_GOAL OF THE EXERCISE:_ For each line of the listing, output an exact copy.

Start of Block

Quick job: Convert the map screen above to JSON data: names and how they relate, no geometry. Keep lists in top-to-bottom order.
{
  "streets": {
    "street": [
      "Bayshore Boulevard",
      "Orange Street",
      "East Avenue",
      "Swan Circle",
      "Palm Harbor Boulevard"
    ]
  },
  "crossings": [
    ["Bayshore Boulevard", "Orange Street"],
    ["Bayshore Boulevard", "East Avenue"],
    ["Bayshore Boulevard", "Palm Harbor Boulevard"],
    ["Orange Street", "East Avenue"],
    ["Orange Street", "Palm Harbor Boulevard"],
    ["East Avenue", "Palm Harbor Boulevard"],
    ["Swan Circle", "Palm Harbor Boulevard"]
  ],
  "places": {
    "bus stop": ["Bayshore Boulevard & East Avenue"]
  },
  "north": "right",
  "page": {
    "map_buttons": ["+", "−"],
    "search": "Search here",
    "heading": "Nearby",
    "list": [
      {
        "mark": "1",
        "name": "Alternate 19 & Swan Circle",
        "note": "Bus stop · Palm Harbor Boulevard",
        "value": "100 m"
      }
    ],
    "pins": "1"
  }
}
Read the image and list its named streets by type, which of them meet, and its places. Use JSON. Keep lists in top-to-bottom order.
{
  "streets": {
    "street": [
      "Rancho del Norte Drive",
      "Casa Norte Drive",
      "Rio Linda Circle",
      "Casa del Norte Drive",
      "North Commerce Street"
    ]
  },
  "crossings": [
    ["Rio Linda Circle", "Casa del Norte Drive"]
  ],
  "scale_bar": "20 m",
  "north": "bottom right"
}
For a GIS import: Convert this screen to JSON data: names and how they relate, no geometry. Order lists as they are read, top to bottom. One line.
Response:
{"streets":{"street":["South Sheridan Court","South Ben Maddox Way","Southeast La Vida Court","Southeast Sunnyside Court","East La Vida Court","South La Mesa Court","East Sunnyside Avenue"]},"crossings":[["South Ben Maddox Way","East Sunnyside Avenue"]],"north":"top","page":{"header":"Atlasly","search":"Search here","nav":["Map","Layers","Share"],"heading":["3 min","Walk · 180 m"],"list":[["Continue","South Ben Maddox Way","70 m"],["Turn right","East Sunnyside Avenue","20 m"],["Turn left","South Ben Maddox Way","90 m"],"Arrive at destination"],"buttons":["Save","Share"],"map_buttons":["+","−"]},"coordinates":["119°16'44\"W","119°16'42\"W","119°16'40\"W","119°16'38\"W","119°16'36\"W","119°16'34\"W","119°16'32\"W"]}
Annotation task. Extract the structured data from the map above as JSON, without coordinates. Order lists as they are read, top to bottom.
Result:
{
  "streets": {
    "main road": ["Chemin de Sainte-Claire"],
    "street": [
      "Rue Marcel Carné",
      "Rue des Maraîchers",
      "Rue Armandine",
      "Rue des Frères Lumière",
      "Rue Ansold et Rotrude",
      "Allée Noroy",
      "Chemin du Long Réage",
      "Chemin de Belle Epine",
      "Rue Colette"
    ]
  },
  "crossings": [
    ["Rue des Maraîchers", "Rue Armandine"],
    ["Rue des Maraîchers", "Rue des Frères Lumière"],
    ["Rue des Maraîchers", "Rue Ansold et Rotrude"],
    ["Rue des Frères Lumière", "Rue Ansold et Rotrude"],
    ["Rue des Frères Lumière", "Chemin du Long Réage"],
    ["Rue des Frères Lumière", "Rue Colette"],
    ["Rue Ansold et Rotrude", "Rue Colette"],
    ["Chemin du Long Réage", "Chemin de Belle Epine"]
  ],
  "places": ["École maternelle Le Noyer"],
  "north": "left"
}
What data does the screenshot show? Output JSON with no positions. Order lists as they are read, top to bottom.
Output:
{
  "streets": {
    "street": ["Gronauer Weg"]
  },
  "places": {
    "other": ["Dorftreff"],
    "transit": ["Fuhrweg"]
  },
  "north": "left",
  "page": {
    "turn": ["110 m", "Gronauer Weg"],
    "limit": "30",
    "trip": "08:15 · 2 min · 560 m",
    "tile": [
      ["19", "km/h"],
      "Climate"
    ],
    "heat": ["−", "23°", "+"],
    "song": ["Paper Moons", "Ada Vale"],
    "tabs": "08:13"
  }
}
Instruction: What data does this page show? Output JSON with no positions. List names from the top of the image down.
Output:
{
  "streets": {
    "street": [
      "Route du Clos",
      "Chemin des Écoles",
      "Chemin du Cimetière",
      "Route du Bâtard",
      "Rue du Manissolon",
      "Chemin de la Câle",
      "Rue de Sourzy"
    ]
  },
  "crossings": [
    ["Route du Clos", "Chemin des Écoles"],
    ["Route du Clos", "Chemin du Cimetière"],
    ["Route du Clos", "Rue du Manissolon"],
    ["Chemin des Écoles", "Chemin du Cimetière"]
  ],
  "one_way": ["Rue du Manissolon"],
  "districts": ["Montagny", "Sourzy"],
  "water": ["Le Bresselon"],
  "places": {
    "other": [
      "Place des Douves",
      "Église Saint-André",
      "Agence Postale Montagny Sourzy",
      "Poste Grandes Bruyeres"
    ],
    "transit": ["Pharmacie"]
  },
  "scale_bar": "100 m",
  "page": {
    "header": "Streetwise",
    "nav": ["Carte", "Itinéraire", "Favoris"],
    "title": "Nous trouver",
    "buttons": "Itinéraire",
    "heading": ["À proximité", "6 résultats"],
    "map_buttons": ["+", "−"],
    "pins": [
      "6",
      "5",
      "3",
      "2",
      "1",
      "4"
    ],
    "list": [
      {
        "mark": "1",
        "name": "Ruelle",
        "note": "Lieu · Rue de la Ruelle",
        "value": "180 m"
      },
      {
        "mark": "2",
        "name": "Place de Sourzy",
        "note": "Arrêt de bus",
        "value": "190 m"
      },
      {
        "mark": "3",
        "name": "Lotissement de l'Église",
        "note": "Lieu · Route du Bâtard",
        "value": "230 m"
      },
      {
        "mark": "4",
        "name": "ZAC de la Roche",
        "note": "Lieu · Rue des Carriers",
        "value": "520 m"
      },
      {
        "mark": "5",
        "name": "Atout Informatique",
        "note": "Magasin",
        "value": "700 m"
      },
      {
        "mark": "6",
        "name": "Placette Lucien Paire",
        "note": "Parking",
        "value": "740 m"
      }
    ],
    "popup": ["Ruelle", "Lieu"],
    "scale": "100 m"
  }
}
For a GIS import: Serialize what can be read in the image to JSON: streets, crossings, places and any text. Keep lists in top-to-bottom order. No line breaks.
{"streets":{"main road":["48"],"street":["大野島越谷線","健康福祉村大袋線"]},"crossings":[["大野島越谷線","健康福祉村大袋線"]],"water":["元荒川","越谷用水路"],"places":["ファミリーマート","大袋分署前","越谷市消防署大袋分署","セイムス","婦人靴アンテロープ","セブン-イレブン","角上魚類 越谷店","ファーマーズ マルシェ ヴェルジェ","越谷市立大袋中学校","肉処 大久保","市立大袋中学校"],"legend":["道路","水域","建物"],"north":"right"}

End of Block

_RESULT OF THE TASK:_
Quick job: Convert the map screen above to JSON data: names and how they relate, no geometry. Keep lists in top-to-bottom order.
{
  "streets": {
    "street": [
      "Bayshore Boulevard",
      "Orange Street",
      "East Avenue",
      "Swan Circle",
      "Palm Harbor Boulevard"
    ]
  },
  "crossings": [
    ["Bayshore Boulevard", "Orange Street"],
    ["Bayshore Boulevard", "East Avenue"],
    ["Bayshore Boulevard", "Palm Harbor Boulevard"],
    ["Orange Street", "East Avenue"],
    ["Orange Street", "Palm Harbor Boulevard"],
    ["East Avenue", "Palm Harbor Boulevard"],
    ["Swan Circle", "Palm Harbor Boulevard"]
  ],
  "places": {
    "bus stop": ["Bayshore Boulevard & East Avenue"]
  },
  "north": "right",
  "page": {
    "map_buttons": ["+", "−"],
    "search": "Search here",
    "heading": "Nearby",
    "list": [
      {
        "mark": "1",
        "name": "Alternate 19 & Swan Circle",
        "note": "Bus stop · Palm Harbor Boulevard",
        "value": "100 m"
      }
    ],
    "pins": "1"
  }
}
Read the image and list its named streets by type, which of them meet, and its places. Use JSON. Keep lists in top-to-bottom order.
{
  "streets": {
    "street": [
      "Rancho del Norte Drive",
      "Casa Norte Drive",
      "Rio Linda Circle",
      "Casa del Norte Drive",
      "North Commerce Street"
    ]
  },
  "crossings": [
    ["Rio Linda Circle", "Casa del Norte Drive"]
  ],
  "scale_bar": "20 m",
  "north": "bottom right"
}
For a GIS import: Convert this screen to JSON data: names and how they relate, no geometry. Order lists as they are read, top to bottom. One line.
Response:
{"streets":{"street":["South Sheridan Court","South Ben Maddox Way","Southeast La Vida Court","Southeast Sunnyside Court","East La Vida Court","South La Mesa Court","East Sunnyside Avenue"]},"crossings":[["South Ben Maddox Way","East Sunnyside Avenue"]],"north":"top","page":{"header":"Atlasly","search":"Search here","nav":["Map","Layers","Share"],"heading":["3 min","Walk · 180 m"],"list":[["Continue","South Ben Maddox Way","70 m"],["Turn right","East Sunnyside Avenue","20 m"],["Turn left","South Ben Maddox Way","90 m"],"Arrive at destination"],"buttons":["Save","Share"],"map_buttons":["+","−"]},"coordinates":["119°16'44\"W","119°16'42\"W","119°16'40\"W","119°16'38\"W","119°16'36\"W","119°16'34\"W","119°16'32\"W"]}
Annotation task. Extract the structured data from the map above as JSON, without coordinates. Order lists as they are read, top to bottom.
Result:
{
  "streets": {
    "main road": ["Chemin de Sainte-Claire"],
    "street": [
      "Rue Marcel Carné",
      "Rue des Maraîchers",
      "Rue Armandine",
      "Rue des Frères Lumière",
      "Rue Ansold et Rotrude",
      "Allée Noroy",
      "Chemin du Long Réage",
      "Chemin de Belle Epine",
      "Rue Colette"
    ]
  },
  "crossings": [
    ["Rue des Maraîchers", "Rue Armandine"],
    ["Rue des Maraîchers", "Rue des Frères Lumière"],
    ["Rue des Maraîchers", "Rue Ansold et Rotrude"],
    ["Rue des Frères Lumière", "Rue Ansold et Rotrude"],
    ["Rue des Frères Lumière", "Chemin du Long Réage"],
    ["Rue des Frères Lumière", "Rue Colette"],
    ["Rue Ansold et Rotrude", "Rue Colette"],
    ["Chemin du Long Réage", "Chemin de Belle Epine"]
  ],
  "places": ["École maternelle Le Noyer"],
  "north": "left"
}
What data does the screenshot show? Output JSON with no positions. Order lists as they are read, top to bottom.
Output:
{
  "streets": {
    "street": ["Gronauer Weg"]
  },
  "places": {
    "other": ["Dorftreff"],
    "transit": ["Fuhrweg"]
  },
  "north": "left",
  "page": {
    "turn": ["110 m", "Gronauer Weg"],
    "limit": "30",
    "trip": "08:15 · 2 min · 560 m",
    "tile": [
      ["19", "km/h"],
      "Climate"
    ],
    "heat": ["−", "23°", "+"],
    "song": ["Paper Moons", "Ada Vale"],
    "tabs": "08:13"
  }
}
Instruction: What data does this page show? Output JSON with no positions. List names from the top of the image down.
Output:
{
  "streets": {
    "street": [
      "Route du Clos",
      "Chemin des Écoles",
      "Chemin du Cimetière",
      "Route du Bâtard",
      "Rue du Manissolon",
      "Chemin de la Câle",
      "Rue de Sourzy"
    ]
  },
  "crossings": [
    ["Route du Clos", "Chemin des Écoles"],
    ["Route du Clos", "Chemin du Cimetière"],
    ["Route du Clos", "Rue du Manissolon"],
    ["Chemin des Écoles", "Chemin du Cimetière"]
  ],
  "one_way": ["Rue du Manissolon"],
  "districts": ["Montagny", "Sourzy"],
  "water": ["Le Bresselon"],
  "places": {
    "other": [
      "Place des Douves",
      "Église Saint-André",
      "Agence Postale Montagny Sourzy",
      "Poste Grandes Bruyeres"
    ],
    "transit": ["Pharmacie"]
  },
  "scale_bar": "100 m",
  "page": {
    "header": "Streetwise",
    "nav": ["Carte", "Itinéraire", "Favoris"],
    "title": "Nous trouver",
    "buttons": "Itinéraire",
    "heading": ["À proximité", "6 résultats"],
    "map_buttons": ["+", "−"],
    "pins": [
      "6",
      "5",
      "3",
      "2",
      "1",
      "4"
    ],
    "list": [
      {
        "mark": "1",
        "name": "Ruelle",
        "note": "Lieu · Rue de la Ruelle",
        "value": "180 m"
      },
      {
        "mark": "2",
        "name": "Place de Sourzy",
        "note": "Arrêt de bus",
        "value": "190 m"
      },
      {
        "mark": "3",
        "name": "Lotissement de l'Église",
        "note": "Lieu · Route du Bâtard",
        "value": "230 m"
      },
      {
        "mark": "4",
        "name": "ZAC de la Roche",
        "note": "Lieu · Rue des Carriers",
        "value": "520 m"
      },
      {
        "mark": "5",
        "name": "Atout Informatique",
        "note": "Magasin",
        "value": "700 m"
      },
      {
        "mark": "6",
        "name": "Placette Lucien Paire",
        "note": "Parking",
        "value": "740 m"
      }
    ],
    "popup": ["Ruelle", "Lieu"],
    "scale": "100 m"
  }
}
For a GIS import: Serialize what can be read in the image to JSON: streets, crossings, places and any text. Keep lists in top-to-bottom order. No line breaks.
{"streets":{"main road":["48"],"street":["大野島越谷線","健康福祉村大袋線"]},"crossings":[["大野島越谷線","健康福祉村大袋線"]],"water":["元荒川","越谷用水路"],"places":["ファミリーマート","大袋分署前","越谷市消防署大袋分署","セイムス","婦人靴アンテロープ","セブン-イレブン","角上魚類 越谷店","ファーマーズ マルシェ ヴェルジェ","越谷市立大袋中学校","肉処 大久保","市立大袋中学校"],"legend":["道路","水域","建物"],"north":"right"}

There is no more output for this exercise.